GAIDA: Es geht darum, sich optimal aufzustellen und weiterzuentwickeln, die Produkte zu optimieren und das Geschäftsmodell anzupassen. Außerdem können die Unternehmer den Wettbewerb intensiver beobachten und analysieren. Alles Dinge, die im Normalbetrieb oft zu kurz kommen. Jetzt können sie die Pause nutzen, um einen Entwicklungssprung nach vorne zu machen. Vor dem Markteintritt können sie sich fragen: Worauf kann man verzichten? Kann man die Produktentwicklung verkürzen, kann man auf Prozesse wie automatisierte Rechnungsstellung zunächst verzichten und sie persönlich übernehmen? Das Start-up beschleunigt damit seinen Markteintritt.Wenn es ohnehin zunächst nur wenige Kunden hat, kann es auch an seinem Prototypen noch im Hintergrund quasi in Handarbeit und unsichtbar für den Kunden nachjustieren, ist dafür aber schneller am Markt.
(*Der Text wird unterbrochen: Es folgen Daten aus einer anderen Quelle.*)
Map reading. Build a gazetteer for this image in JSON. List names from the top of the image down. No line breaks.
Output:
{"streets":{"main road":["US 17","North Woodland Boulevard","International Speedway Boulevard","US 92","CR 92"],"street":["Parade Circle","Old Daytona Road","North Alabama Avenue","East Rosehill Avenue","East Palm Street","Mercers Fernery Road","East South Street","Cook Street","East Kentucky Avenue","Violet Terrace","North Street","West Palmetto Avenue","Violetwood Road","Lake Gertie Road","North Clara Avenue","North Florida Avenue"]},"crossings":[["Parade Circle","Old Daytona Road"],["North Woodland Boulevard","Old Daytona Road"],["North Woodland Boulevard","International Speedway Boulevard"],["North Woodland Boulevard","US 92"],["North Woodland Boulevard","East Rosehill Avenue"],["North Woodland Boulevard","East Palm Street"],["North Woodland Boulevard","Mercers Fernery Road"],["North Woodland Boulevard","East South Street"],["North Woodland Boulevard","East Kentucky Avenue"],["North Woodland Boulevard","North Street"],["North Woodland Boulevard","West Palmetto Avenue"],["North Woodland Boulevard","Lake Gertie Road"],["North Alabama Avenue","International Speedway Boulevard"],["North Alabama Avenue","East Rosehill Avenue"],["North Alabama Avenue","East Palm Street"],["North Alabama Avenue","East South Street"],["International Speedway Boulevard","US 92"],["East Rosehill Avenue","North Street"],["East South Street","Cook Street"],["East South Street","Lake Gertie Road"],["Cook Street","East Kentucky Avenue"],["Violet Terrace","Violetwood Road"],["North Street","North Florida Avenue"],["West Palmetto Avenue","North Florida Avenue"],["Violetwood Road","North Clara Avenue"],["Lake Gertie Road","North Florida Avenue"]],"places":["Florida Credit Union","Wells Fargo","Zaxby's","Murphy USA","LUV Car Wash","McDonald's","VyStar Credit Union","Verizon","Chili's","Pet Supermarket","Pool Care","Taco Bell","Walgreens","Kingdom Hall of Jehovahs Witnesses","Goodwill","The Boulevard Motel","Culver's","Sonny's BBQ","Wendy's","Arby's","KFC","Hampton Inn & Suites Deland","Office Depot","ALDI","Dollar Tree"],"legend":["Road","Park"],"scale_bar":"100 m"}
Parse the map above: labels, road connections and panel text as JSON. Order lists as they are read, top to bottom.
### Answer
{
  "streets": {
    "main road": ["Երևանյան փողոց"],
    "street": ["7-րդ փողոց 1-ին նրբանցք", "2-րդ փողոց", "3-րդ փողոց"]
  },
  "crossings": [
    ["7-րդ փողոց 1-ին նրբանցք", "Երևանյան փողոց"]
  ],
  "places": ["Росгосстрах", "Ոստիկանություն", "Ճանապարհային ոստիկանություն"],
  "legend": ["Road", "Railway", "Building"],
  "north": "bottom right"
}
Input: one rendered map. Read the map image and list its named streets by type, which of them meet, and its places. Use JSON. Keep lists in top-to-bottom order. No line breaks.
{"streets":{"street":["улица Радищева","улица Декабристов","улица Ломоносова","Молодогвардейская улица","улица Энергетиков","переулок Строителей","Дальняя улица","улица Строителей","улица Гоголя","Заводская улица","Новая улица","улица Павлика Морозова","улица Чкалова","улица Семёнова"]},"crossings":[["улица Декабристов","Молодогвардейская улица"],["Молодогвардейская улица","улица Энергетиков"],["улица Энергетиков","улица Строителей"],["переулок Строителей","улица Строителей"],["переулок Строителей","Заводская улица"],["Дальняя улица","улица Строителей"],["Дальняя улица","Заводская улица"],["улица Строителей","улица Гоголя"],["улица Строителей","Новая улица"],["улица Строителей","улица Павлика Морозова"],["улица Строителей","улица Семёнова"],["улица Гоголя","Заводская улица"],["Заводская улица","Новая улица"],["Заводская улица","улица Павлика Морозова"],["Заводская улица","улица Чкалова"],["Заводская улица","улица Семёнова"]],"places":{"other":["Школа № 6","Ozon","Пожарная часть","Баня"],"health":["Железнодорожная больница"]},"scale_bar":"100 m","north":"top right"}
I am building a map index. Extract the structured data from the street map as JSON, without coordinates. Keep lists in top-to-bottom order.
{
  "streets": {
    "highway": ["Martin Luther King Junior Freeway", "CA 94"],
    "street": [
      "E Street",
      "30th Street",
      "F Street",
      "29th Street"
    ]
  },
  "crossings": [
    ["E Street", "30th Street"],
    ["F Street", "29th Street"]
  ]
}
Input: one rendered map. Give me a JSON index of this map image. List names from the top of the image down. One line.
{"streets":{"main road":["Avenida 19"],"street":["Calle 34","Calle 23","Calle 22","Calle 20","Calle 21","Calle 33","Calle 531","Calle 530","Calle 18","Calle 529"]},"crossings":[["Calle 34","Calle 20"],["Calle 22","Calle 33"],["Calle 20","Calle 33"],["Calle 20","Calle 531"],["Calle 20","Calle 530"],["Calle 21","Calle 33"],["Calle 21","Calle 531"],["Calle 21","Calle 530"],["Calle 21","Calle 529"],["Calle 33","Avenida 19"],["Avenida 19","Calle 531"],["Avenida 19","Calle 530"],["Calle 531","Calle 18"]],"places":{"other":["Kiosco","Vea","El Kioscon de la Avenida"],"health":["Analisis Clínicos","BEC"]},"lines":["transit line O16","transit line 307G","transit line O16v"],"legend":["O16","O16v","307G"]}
Welche weiteren praktischen Maßnahmen würden Sie empfehlen?
GAIDA: Es geht darum, Chancen zu nutzen, die sich durch die Krise ergeben. So sind zum Beispiel gerade die Online-Werbepreise drastisch gesunken, weil viele Konzerne ihre Werbeschaltungen zurückgefahren haben. Diese Lücke können Start-ups nutzen und bei niedrigeren Preisen ihren Marktauftritt befeuern. Derzeit sind auch Plakatwände und Litfaßsäulen oft leer, das ist möglicherweise für lokale Produkte und Dienste interessant. Es gibt Start-ups, die gerade spezielle Deals mit solchen Anbietern aushandeln, ähnlich wie für billige Werbeslots von Privatsendern.
Haben Sie mal ein Beispiel für so ein kreatives Unternehmen?
GAIDA: Das Unternehmen Schnupperkurs GmbH bei uns im DigiHub hat eine Plattform entwickelt zurVermittlung von Probestunden für Sportkurse. Es hat jetzt sein Produkt angepasst und fokussiert sich auf Outdoor-Sportkurse, die jetzt ja nach aktuellen Regelungen wieder möglich sind. Sie unterstützen das Produkt mit einer kleinen Marketing-Kampagne, für die sie die günstigenWerbepreise nutzen.
Kommen wir zum Punkt vier, den Sie erwähnten: Digitalisierung.
GAIDA: Wir erleben ja gerade in der Krise einen Digitalisierungsschub in Unternehmen, Behörden und Schulen. Das eröffnet Gründern und Start-ups eine besondere Chance, die sie nutzen können für ihre eigenen neuen oder gegebenenfalls angepassten Produkte oder für Kooperationen mit Partnern. Sie können so die positive Dynamik fördern und ausbauen.
Start-ups und Jungunternehmer müssen die Krise also nicht unbedingt nur fürchten.
GAIDA: Eben. Sie können nun auch ihr unternehmerisches Talent unter Beweis stellen. Sie sollten natürlich auch alle staatlichen Hilfspakete und Fördermaßnahmen nutzen, die für sie in Frage kommen. Das erwarten ihre Investoren. Wenn man als Start-up ein gutes Bündel von Maßnahmen entwickelt, deren Effekte sich gegenseitig verstärken, findet sich oft ein guter Weg aus der Krise. Man muss hier aber viel Arbeit reinstecken, das ist kreative Denk- und Konzeptarbeit. Mit dem Ergebnis kann man die Investoren im Idealfall überraschen und davon überzeugen, das Projekt weiter zu unterstützen. Das Gespräch führte Jürgen Grosche.